- _WHAT YOU NEED TO DO_: Reproduce the entries verbatim; no pictures.

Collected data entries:
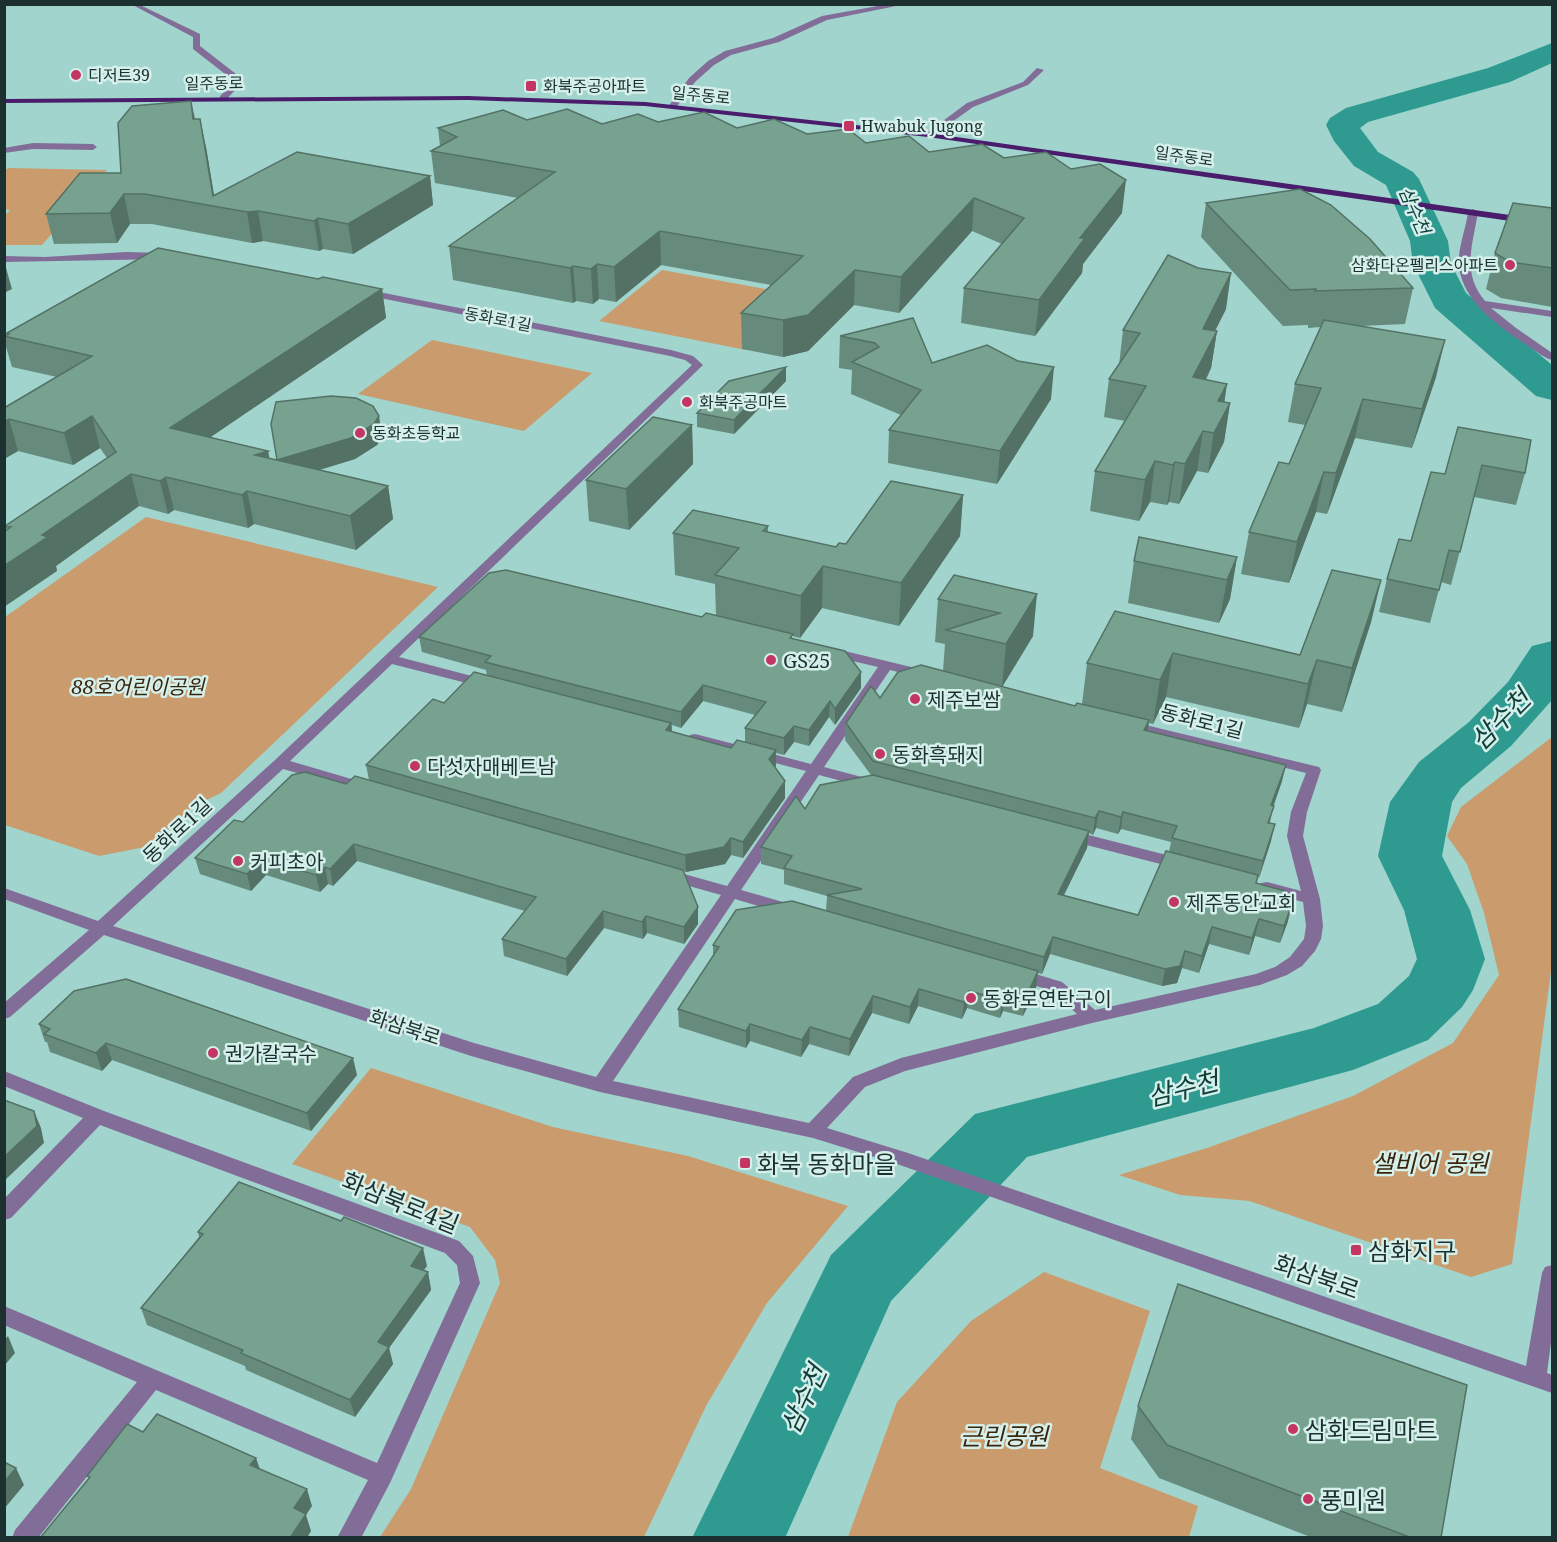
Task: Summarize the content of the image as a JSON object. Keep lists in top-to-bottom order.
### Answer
{
  "streets": {
    "main road": ["일주동로"],
    "street": ["동화로1길", "화삼북로", "화삼북로4길"]
  },
  "crossings": [
    ["동화로1길", "화삼북로"]
  ],
  "water": ["삼수천"],
  "parks": ["88호어린이공원", "샐비어 공원", "근린공원"],
  "places": {
    "other": [
      "디저트39",
      "삼화다온펠리스아파트",
      "화북주공마트",
      "동화초등학교",
      "GS25",
      "제주보쌈",
      "동화흑돼지",
      "다섯자매베트남",
      "커피초아",
      "제주동안교회",
      "동화로연탄구이",
      "권가칼국수",
      "삼화드림마트",
      "풍미원"
    ],
    "transit": [
      "화북주공아파트",
      "Hwabuk Jugong",
      "화북 동화마을",
      "삼화지구"
    ]
  }
}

- _EXPECTED OUTPUT_:
Task: Summarize the content of the image as a JSON object. Keep lists in top-to-bottom order.
### Answer
{
  "streets": {
    "main road": ["일주동로"],
    "street": ["동화로1길", "화삼북로", "화삼북로4길"]
  },
  "crossings": [
    ["동화로1길", "화삼북로"]
  ],
  "water": ["삼수천"],
  "parks": ["88호어린이공원", "샐비어 공원", "근린공원"],
  "places": {
    "other": [
      "디저트39",
      "삼화다온펠리스아파트",
      "화북주공마트",
      "동화초등학교",
      "GS25",
      "제주보쌈",
      "동화흑돼지",
      "다섯자매베트남",
      "커피초아",
      "제주동안교회",
      "동화로연탄구이",
      "권가칼국수",
      "삼화드림마트",
      "풍미원"
    ],
    "transit": [
      "화북주공아파트",
      "Hwabuk Jugong",
      "화북 동화마을",
      "삼화지구"
    ]
  }
}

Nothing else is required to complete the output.